La crisis no llega a la Superliga

16 de julio, 2019

superliga

Por Nicolás Pinón

 

A horas de que la llegada de Eduardo Salvio a Boca se haga oficial, se puede decir que el club de la Ribera ha sido el equipo que sacudió el mercado de pases.

 

Previamente, se había hecho de los servicios del venezalono Jan Hurtado, procedente de Gimnasia de La Plata y ahora, con la llegada del volante surgido en Lanús, ya son más de trece los millones de dólares invertidos por el conjunto de Daniel Angelici en el mercado actual.

 

¿Hubiera sido posible esto, años atrás, cuando la AFA ocupaba el lugar que actualmente ha tomado la Superliga en Primera y Segunda División? Veamos.

 

La Superliga está a semanas de comenzar su formato más acotado, de 24 equipos. Previamente, vale aclarar, estaba compuesto por 30 y luego por 26, la pasada temporada, y dentro de un año llegará a su ideal de 22 equipos. Y lo que llama la atención, más allá del número de clubes que la componen, es que debido al influjo económico que ha traído consigo, en los últimos dos años los clubes argentinos han batido records de valor de transferencias en el mercado interno.

 

Sin ir tanto al detalle, se puede citar el traspaso de Lucas Pratto hace un año y medio a River a cambio de US$ 14 millones, aproximadamente, una cifra impensada para el fútbol argentino años atrás y menos aún la dirección de ese pase: en general, el mercado brasileño era el destino de los jugadores del fútbol argentino y no a la viceversa.

 

Valga el aporte de un dato importante, entonces: la Superliga, que llegó dos años atrás reemplazando lo que era Fútbol para Todos y con bases firmes para seguir manteniéndose (si es que el kirchnerismo no gana las elecciones de octubre, claro), es una empresa tal como la Premier League en Inglaterra, la Liga en España y el Calcio en Italia que privatizó el fútbol profesional.

 

De tal modo, el mercado vernáculo está lentamente asemejándose, a una escala mucho menor, a esos mercados del exterior con gastos enormes.

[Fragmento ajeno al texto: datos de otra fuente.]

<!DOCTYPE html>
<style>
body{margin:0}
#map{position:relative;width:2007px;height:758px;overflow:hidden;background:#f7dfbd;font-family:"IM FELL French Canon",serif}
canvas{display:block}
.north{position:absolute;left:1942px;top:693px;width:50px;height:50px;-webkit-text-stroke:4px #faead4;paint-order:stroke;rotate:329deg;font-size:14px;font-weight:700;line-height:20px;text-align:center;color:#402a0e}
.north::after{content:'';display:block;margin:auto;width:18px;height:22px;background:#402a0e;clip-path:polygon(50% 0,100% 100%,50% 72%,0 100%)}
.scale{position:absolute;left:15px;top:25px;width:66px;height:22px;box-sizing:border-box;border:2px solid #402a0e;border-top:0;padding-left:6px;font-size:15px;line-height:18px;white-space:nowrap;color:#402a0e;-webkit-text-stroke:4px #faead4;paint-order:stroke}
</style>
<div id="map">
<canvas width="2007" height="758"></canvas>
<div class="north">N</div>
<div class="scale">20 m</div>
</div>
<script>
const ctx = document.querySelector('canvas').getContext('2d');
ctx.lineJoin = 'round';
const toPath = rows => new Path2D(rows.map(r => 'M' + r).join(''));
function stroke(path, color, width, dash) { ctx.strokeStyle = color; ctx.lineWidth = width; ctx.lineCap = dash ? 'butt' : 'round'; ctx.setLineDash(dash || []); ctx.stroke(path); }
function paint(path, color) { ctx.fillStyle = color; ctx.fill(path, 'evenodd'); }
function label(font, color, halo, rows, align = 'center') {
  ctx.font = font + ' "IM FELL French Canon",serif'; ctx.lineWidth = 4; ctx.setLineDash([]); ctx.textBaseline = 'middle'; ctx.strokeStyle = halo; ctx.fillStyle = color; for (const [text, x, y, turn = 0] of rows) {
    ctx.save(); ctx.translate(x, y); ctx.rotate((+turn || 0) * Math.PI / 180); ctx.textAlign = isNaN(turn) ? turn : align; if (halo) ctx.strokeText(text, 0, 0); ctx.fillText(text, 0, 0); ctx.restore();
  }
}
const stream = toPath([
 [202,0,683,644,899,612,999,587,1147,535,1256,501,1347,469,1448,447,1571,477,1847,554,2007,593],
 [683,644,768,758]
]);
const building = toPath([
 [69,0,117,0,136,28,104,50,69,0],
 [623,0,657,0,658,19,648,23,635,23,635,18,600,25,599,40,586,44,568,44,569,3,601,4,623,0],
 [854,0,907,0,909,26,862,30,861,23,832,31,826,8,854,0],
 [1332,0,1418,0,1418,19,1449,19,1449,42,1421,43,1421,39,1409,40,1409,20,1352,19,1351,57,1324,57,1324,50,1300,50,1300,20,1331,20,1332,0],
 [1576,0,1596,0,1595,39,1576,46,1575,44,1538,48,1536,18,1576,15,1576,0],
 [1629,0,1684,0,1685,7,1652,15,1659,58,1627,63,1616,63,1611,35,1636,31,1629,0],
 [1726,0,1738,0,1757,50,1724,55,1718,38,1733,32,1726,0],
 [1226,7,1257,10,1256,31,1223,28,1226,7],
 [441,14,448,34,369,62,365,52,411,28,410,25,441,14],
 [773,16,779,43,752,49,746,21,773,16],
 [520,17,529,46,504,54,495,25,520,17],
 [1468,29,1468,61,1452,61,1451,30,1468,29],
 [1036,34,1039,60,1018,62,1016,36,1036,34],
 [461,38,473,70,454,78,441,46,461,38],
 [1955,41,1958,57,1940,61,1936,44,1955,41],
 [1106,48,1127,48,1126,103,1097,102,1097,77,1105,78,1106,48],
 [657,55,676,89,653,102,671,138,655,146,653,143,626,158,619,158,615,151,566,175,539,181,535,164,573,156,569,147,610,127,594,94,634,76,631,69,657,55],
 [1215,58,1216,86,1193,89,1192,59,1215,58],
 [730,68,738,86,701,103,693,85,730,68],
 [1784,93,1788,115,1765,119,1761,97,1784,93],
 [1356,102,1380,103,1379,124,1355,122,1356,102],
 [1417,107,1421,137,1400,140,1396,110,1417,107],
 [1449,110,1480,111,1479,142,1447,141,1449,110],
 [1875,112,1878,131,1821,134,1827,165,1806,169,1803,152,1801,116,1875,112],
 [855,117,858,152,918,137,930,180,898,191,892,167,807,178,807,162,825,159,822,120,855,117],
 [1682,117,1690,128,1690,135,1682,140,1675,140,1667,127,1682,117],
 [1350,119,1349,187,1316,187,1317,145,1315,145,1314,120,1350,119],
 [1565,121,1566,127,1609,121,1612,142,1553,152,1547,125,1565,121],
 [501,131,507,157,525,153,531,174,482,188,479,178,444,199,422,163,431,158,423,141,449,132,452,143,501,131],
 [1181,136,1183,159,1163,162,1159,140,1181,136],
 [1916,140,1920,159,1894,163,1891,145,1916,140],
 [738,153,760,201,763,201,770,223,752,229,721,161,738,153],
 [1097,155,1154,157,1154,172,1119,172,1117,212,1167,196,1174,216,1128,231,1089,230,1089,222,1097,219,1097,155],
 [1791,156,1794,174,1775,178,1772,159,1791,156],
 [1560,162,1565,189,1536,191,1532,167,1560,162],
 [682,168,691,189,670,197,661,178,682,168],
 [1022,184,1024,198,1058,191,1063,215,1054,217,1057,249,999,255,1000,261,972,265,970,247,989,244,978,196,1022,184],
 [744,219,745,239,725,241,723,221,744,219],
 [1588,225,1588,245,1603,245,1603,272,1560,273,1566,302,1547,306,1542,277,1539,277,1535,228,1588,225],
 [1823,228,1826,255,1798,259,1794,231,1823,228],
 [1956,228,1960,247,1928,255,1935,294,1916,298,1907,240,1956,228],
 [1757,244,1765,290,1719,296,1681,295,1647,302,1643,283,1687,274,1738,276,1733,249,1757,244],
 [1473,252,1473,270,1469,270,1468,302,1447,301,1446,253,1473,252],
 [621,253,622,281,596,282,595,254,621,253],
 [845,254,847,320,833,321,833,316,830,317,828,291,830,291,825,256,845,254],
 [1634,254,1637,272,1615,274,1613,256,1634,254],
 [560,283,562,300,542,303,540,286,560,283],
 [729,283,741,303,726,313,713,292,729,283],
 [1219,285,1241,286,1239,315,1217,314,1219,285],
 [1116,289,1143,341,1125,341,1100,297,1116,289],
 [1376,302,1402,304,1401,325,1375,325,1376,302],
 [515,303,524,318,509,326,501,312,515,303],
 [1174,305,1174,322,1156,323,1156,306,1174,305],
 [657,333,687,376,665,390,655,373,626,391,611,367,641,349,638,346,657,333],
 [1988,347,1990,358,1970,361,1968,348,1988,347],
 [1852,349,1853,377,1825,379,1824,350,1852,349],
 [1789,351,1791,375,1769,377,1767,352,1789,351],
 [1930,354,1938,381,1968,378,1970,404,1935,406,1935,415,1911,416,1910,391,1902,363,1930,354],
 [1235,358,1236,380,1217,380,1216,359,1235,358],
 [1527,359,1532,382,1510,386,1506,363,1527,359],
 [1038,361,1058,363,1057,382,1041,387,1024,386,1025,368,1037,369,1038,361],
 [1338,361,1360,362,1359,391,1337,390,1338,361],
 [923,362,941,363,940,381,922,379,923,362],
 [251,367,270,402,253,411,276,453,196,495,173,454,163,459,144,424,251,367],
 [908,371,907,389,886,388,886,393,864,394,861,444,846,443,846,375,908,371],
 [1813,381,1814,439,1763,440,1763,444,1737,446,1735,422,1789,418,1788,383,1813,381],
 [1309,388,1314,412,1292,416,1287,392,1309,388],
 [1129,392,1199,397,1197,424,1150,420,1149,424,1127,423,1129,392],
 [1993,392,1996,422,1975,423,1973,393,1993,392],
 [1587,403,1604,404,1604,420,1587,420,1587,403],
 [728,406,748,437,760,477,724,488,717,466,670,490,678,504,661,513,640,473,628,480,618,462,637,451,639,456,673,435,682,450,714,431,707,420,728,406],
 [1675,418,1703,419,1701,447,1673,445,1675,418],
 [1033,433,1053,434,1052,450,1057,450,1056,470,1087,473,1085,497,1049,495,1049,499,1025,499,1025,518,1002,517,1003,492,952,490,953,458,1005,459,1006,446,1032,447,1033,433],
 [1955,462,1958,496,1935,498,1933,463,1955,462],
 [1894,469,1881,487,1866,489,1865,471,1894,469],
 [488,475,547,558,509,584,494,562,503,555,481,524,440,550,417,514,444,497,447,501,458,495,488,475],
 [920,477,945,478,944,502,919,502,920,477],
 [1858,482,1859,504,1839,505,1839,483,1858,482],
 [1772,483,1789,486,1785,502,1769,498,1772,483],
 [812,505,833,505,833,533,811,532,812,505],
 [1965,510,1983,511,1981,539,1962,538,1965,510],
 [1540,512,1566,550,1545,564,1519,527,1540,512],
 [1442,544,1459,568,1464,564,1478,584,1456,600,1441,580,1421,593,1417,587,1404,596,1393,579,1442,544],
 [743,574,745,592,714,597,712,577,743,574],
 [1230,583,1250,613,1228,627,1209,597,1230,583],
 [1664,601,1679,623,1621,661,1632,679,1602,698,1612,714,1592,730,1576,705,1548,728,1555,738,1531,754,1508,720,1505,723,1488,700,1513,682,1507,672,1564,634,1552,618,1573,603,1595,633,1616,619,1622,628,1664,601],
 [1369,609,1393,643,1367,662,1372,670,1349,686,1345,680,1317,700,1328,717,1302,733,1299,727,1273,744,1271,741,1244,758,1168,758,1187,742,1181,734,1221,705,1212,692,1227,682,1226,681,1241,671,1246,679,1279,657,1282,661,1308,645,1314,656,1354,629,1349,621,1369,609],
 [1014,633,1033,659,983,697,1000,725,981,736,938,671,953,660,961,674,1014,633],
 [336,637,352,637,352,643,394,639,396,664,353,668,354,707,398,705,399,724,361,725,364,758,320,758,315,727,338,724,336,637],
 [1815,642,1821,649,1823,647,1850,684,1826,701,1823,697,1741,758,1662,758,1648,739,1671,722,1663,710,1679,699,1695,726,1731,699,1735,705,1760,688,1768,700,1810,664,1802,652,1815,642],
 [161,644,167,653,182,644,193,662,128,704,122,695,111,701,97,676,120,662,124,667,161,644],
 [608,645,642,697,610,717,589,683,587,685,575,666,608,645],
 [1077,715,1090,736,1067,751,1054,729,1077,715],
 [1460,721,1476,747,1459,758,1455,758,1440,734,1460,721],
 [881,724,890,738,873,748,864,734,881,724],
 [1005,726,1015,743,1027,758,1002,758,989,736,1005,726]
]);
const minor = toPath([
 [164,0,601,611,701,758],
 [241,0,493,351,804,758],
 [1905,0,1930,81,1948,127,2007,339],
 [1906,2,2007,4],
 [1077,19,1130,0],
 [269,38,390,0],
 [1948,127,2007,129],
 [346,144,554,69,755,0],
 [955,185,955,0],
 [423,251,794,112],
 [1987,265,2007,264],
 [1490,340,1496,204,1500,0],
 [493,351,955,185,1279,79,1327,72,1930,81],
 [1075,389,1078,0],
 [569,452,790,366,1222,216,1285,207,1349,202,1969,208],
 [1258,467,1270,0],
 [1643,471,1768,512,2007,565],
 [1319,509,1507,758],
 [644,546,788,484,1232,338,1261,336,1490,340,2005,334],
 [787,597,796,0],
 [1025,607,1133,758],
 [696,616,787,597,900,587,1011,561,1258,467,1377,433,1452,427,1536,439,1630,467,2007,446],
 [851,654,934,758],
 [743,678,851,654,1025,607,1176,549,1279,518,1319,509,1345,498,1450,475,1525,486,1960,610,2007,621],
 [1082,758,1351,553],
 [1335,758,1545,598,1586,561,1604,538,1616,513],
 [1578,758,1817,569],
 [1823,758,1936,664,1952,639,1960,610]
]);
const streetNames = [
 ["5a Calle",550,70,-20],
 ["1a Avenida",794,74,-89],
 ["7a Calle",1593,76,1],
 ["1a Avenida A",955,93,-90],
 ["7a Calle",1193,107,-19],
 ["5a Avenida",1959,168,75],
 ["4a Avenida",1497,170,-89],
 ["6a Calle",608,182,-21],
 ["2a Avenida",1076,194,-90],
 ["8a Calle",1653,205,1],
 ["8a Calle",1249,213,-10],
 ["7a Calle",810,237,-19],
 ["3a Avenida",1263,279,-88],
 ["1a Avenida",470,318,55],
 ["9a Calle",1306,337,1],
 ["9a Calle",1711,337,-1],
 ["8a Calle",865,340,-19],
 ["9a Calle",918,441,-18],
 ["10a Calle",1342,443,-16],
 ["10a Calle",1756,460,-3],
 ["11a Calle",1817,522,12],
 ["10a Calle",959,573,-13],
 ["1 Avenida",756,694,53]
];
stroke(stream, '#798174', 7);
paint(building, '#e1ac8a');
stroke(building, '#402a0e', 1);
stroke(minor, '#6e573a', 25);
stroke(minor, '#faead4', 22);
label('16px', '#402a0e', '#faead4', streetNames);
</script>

Claro, hay motivos de sobra y color verde para que esto suceda. La Superliga, cuyo Ceo es Mariano Elizondo, aportó no bien arribó a la liga antes organizada por la AFA, $1.110 millones entre todos los clubes de Primera División.

 

Algo que, por ejemplo, le significó un incremento del 53% de los ingresos tanto a Boca como a River respecto de 2016. Al resto de los equipos grandes (Independiente, Racing, San Lorenzo y Vélez), ese influjo económico le representó una mejora del 55% en su economía mientras que para el resto de los equipos de primera evidenció un incremento del 60% en su economía. Esta diferencia, claro, en comparación al 2016.

 

Recordar que en 2016 y en años previos hubiera sido utópico observar traspasos como el de Pratto a River o el de Hurtado a Boca por el valor que acaban de realizarse sería una redundancia. Efectivamente, ya que por aquel entonces los jugadores pasaban de un club a otro principalmente al quedar libres o, a lo sumo, mediante préstamos. River y Boca, en algún punto, siempre habían estado por encima de tales maneras de incorporar jugadores. Sin embargo, en la actualidad la buena nueva se ha vuelto popular y las compras rimbombantes se dan por doquier.

 

Vale recordar el traspaso de Silvio Romero a principios de 2018 del América de México a Independiente, en US$ 4,2 millones, fue récord para el Rojo mientras que, en la vereda de enfrente de Avellaneda, Racing también se sacudió el mercado un año y medio atrás cuando el equipo de Víctor Blanco rompió el chanchito pagando US$ 3,7 millones por Ricardo Centurión. Una apuesta fallida, pero ese es otro tema.

 

A favor del fútbol argentino, bueno es decir que el poderío económico de la Superliga no sólo ha traído un incremento del nivel de juego al tener todos los equipos más posibilidades de contar con mejores jugadores, sino que también produjo un incremento del profesionalismo en los clubes: hoy en día varios equipos cuentan con departamento de scouting (agentes dedicados a buscar jugadores jóvenes), directores deportivos (es el caso de Enzo Francescoli en River y Nicolás Burdisso en Boca), mejoras de instalaciones y de las divisiones inferiores. Sin ir más lejos, Boca inauguró el predio de Ezeiza para sus promesas en los últimos meses.

 

Sin embargo, futbolísticamente el equipo más fuerte del país hoy en día sigue siendo River Plate, y es el único de los 24 de la Superliga que por el momento no ha incorporado ningún jugador. El resto, gracias a la Superliga, ha hecho lo suyo y el fútbol argentino, con su inicio a sólo dos semanas, luce más prometedor que nunca.